Topics

1

General Discussion / openvpn servers/clients [legacy] - change in opnsense 24.1

« on: February 22, 2024, 11:57:05 pm »

I believe it was the upgrade between 23.7 and 24.1 that openvpn servers/clients now says [legacy] next to them.

Does this mean they're going to go EOL/discontinue at some point?

I looked at the roadmap link here but it doesn't mention this change. Nor a mention of this in the future. Is there somewhere that details the future of openvpn client/server for opnsense? I don't want to be caught with my pants down if it suddenly stops working when I patch to a new release.

[legacy] is scary wording for someone who relies on it.

Thanks.

2

Virtual private networks / openvpn internal network route ignored - after multiwan added to an endpoint

« on: February 06, 2024, 10:48:06 pm »

Hi. I've set up countless (open)vpn site2site setups over the last decade with pfsense. Now I'm all-in on opnsense. I had it working fine 12 hours ago before I added in multi-wan. Now that multi-wan is going, openvpn no longer routes properly. Rather than use the VPN tunnel IP to route traffic, it uses the upstream hop. See below:

 1?: [LOCALHOST]                      pmtu 1500
 1:  192.168.1.1                                           0.965ms asymm  2
 2:  100.64.0.1                                           39.816ms asymm  4
 3:  172.16.251.70                                        38.100ms asymm  4
 4:  undefined.hostname.localhost                         51.994ms (This broken router returned corrupted payload) asymm  8
 5:  undefined.hostname.localhost                         42.959ms asymm  6
 6:  den-b3-link.ip.twelve99.net                          43.309ms !N
     Resume: pmtu 1500

Note that 192.168.1.1 is my upstream hop because I have cgnat behind starlink.

My source network is 192.168.150.0/23 and my destination is 192.168.148.0/23. Each end of the site-to-site connects to a hub opnsense host and that hub communicates traffic between the two networks. Again, something I've done many times.

The remote end (192.168.148.0/23) can ping and communicate with the local side (192.168.150.0/23). When the remote side does a traceroute, it correctly talks to the VPN's tunnel subnet (172.30.1.16/28).

But when the local side tries to connect to the remote network, it skips routing through the tunnel's subnet gateway (172.30.1.17). And goes out the the public (192.168.1.1) gateway. And as you can see in the example above, it doesn't reach the real end point.

I have verified that the local opnsense has a route setup for 192.168.148.0/23 to go to the tunnel subnet gw (172.30.1.17). But it is being ignored anytime I send traffic.

As mentioned at the start of the post. This was working until I added multiwan on the local (192.168.150.0/23) opnsense.

I've rebooted. I've deleted and recreated the openvpn client configs. I've scoured the configs for 3-4 hours now. The VPN connects but the route is just broken.

Any ideas?

3

General Discussion / Firewall: Log Files - default template

« on: January 13, 2024, 05:39:40 am »

Hi. Is there a way to set a default template for my firewall logs?

Reason I ask is that I have a bunch of noisy neighbors on my /24 who constantly hit me with UDP broadcast(?) traffic. Like 10 packets a second.

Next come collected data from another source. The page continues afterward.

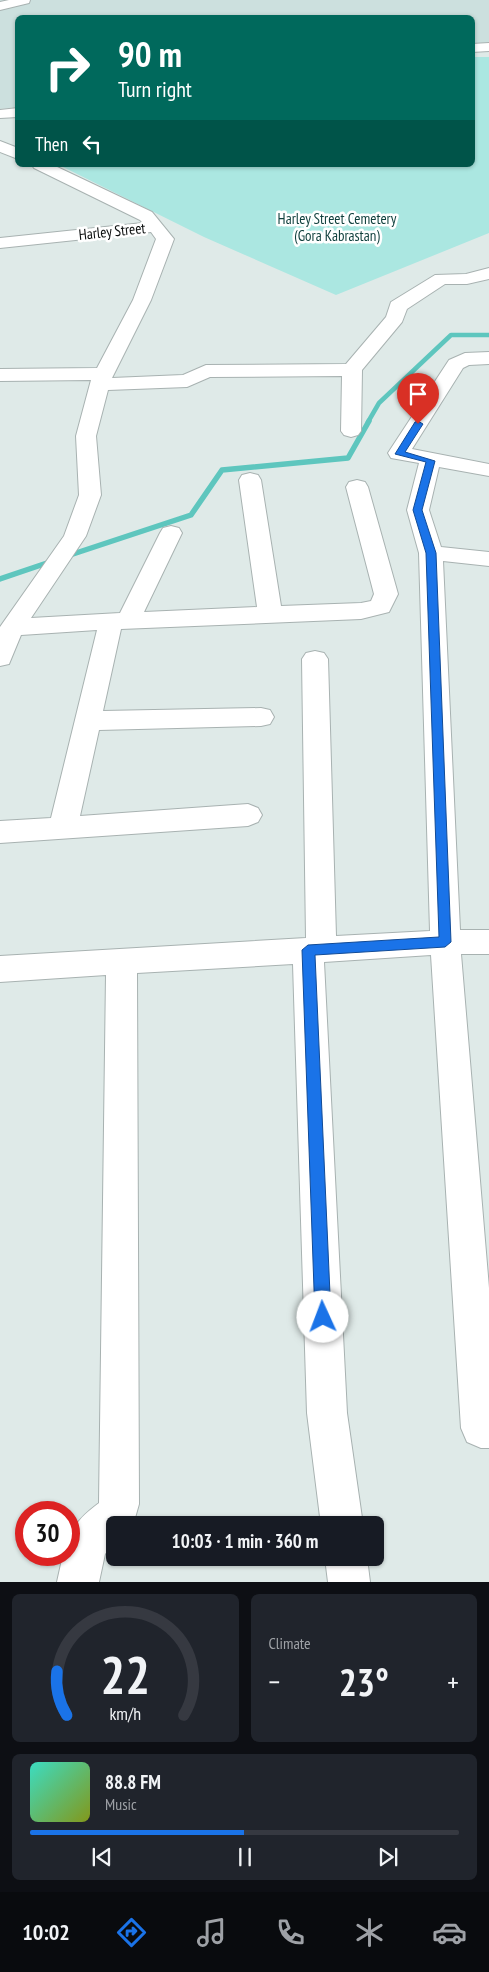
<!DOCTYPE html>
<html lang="en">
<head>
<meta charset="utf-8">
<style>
	body { margin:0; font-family:"PT Sans Narrow",sans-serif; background:#20242c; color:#f1f3f6; height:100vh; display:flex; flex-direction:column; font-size:19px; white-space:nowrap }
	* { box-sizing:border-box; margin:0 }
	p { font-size:16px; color:#9ea1a6 }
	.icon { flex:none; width:28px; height:28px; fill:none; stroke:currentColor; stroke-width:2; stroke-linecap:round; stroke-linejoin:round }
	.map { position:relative; height:1582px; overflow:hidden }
	.details { display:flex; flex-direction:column; gap:12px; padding:12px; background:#0d0f14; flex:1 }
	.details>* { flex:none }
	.hud { position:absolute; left:15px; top:15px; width:460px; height:152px; border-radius:8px; box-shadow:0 1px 4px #0004; background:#00695c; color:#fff; overflow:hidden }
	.speed { position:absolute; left:15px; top:1501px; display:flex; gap:10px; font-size:25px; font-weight:700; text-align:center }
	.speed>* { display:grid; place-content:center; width:65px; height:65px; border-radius:50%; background:#171b24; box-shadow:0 1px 4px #0004; line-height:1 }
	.speed .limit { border:8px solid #d22; background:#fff; color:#111 }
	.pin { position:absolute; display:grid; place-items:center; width:42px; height:42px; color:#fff; margin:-51px -21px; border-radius:50% 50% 50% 0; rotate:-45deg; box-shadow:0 0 5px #0007 }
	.pin .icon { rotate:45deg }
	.me { position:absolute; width:55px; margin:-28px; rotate:358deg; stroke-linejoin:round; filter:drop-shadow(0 0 4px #0008) }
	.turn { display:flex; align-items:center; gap:18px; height:105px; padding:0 20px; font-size:22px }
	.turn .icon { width:65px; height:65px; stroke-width:2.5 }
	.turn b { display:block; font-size:35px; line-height:42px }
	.then { display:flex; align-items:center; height:48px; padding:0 20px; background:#0003; gap:10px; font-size:19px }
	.big { font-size:38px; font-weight:700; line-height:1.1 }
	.details .widget { flex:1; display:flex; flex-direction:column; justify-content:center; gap:8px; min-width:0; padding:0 18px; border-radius:8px; background:#20242c }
	.details .dial { align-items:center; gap:0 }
	.dial svg { height:130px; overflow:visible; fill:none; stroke:#363941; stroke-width:7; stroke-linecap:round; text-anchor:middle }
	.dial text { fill:#f1f3f6; stroke:none }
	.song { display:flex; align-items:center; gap:15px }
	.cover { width:60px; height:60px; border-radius:8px; background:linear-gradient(135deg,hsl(170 70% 55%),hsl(70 70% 35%)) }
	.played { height:5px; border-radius:2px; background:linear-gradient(90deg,#1a73e8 50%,#363941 50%) }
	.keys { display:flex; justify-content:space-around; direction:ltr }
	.heat { display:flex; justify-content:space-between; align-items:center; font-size:28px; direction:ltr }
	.details .tiles { flex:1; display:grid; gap:12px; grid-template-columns:1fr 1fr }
	.widget:last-child { grid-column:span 2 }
	.trip { position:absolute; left:106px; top:1516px; width:278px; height:50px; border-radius:8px; background:#171b24; box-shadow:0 1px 4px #0004; font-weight:700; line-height:50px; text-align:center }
	.dock { display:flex; height:80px; justify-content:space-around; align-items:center; background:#090b0e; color:#9ea1a6 }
	.dock .icon { width:35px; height:35px }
	.dock .selected { color:#1a73e8 }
	.dock b { font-size:22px; color:#f1f3f6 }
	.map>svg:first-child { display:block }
</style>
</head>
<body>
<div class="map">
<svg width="489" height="1582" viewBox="0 0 489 1582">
	<rect width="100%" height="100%" fill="#dfeae8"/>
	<!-- built -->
	<path fill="#cce0de" d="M0,0H489V42L473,44L472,18H18L17,107L0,109Z"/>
	<!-- green -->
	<path fill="#abe7e1" d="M473,57H489V233L336,295L204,237L59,165H472Z"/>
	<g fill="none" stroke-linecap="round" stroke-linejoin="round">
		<!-- stream-far1 -->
		<path stroke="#5ec6be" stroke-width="4.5" d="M368,422L379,403L451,335H489"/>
		<!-- stream -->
		<path stroke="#5ec6be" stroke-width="5.5" d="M70,555L191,515L222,470L348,458L369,421
			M0,579L47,563"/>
		<defs>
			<path id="street" d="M9,0H30L29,3L0,10V2Z
				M489,43V51L472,52V44Z
				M18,108V117L0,118V110Z
				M0,141L18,148V159L0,152Z
				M32,165H53L152,212L174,239L151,300L112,378L183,375L206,365L346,364L386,317L391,302L435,275L466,274L489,268V279L467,284H445L407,309L402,322L362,370L361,431L358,435L351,437L344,435L341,431L342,376L210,377L187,387L108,390L96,436L101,495L86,536L31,618L120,613L160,533L163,528L171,526L179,528L182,533L144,612L257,607L239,480L242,475L250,473L258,475L261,480L281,606L361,603L371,601L374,594L346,487L349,482L357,480L365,482L368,487L398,594L389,612L361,619L121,629L103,711L261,708L270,710L274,717L270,724L261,726L99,730L80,816L248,804L258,808L262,815L258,822L248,826L0,843V821L51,818L97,630L21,635L9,664L0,666V627L64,536L79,495L76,436L91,380L0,381V369L97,368L133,300L156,239L151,232L0,248V238L143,223L140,220L34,168Z
				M489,352V364L469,365L463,368L412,449L489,464V476L439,467L429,510L441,547L489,552V566L443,561L460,930H489V954H461L489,1288V1448H481L467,1442L461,1428L431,955L324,962L347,1413L363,1525H321L307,1413L293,964L137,973L139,1504L133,1525H115V1542L105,1554L99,1582H57L63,1555H69C69,1528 78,1519 99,1503L106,975L0,982V956L306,938L302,659L306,653L315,651L324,653L328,659L336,936L430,931L419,553L407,510L419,463L391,458L388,453L449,360L465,353Z
				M325,1558H367L370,1582H328Z"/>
		</defs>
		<!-- street casing -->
		<use href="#street" stroke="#a8b2b1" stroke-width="2"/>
		<!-- street -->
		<use href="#street" fill="#fff" fill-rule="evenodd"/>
	</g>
	<!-- route -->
	<path fill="#1a73e8" stroke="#114b97" d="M418,421L423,424L405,452L435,461L422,510L436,553L451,942L445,947L315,955L331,1317L328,1322L323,1324L317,1322L315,1317L302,950L308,945L439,937L426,553L413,510L426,462L395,454L415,422Z"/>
	<g text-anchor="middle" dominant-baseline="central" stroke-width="5" stroke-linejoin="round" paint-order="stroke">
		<!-- far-park labels -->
		<g font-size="15" fill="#0e3f3c" stroke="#fff">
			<text x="337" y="218">Harley Street Cemetery<tspan x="337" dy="17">(Gora Kabrastan)</tspan></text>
		</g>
		<!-- far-street labels -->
		<g font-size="15" fill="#0c0f0f" stroke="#fff">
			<text transform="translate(112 231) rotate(-6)">Harley Street</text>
		</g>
	</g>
</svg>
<div class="speed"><div class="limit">30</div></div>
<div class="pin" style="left:418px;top:424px;background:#d93025"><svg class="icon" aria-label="arrive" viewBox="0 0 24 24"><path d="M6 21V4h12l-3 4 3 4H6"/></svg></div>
<svg class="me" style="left:323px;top:1317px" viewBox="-20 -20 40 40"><circle r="19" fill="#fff"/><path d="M0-13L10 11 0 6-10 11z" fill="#1a73e8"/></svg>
<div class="trip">10:03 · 1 min · 360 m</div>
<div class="hud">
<div class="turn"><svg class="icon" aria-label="right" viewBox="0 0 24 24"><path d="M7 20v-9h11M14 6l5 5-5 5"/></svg><div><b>90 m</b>Turn right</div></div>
<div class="then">Then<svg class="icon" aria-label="left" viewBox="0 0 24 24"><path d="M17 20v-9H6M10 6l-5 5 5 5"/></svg></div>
</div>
</div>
<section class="details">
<div class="tiles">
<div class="widget dial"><svg viewBox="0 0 100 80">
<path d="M14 69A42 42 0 1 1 86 69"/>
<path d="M14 69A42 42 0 0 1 8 42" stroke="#1a73e8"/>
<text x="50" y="56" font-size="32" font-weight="700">22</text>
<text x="50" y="72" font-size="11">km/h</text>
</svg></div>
<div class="widget"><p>Climate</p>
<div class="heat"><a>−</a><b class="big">23°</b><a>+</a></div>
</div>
<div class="widget">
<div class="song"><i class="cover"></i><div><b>88.8 FM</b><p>Music</p></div></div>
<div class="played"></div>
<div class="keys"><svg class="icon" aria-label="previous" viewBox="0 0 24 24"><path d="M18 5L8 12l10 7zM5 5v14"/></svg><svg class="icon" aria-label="pause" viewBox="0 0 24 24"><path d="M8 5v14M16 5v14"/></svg><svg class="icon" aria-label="next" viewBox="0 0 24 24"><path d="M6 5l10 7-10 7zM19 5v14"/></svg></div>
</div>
</div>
</section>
<nav class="dock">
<b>10:02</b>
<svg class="icon selected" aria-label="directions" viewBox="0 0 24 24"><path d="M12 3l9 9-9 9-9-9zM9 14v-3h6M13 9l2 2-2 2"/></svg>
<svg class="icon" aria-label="music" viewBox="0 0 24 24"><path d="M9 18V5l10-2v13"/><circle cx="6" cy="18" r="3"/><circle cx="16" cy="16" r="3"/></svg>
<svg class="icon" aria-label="phone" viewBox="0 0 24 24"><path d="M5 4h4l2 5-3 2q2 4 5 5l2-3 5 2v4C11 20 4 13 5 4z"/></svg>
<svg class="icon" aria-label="climate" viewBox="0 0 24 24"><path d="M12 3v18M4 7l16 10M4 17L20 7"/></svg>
<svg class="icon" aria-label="car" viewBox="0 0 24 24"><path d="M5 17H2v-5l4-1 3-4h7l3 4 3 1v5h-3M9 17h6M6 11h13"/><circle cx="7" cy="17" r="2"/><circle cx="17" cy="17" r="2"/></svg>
</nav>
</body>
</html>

Which is making it pretty difficult to watch the logs for what's going on. I have made a template to block the external subnet and that works great. But I have to wait for the logs page to load each time and then select it. Plus there doesn't appear to be a way to set any template on the Dashboard Firewall Log widget.

Is there any way to set a default filter on the logs? Perhaps in a template that is selected by default.

I've tried googling and searching the forum for firewall log & default template but all I'm getting is results lots of other unrelated topics.

Thanks in advance.

4

General Discussion / change an interface's identifier

« on: November 11, 2023, 05:56:03 am »

I couldn't seem to find any posts or info to answer this, or I didn't pick the right search terms.

But I have a brand new setup with three NICs. I intend to have one for my LAN (internal), WAN (primary gateway), and OPT1 (backup LTE).

But during the setup, the system assigned the "identifier" of "lan" to the LTE interface. And "opt1" to the LAN interface. See attached image.

I'd like to reverse these. I couldn't find where to change these.

And I can't just move the NIC cords because I need certain NICs to do certain duties for performance reasons.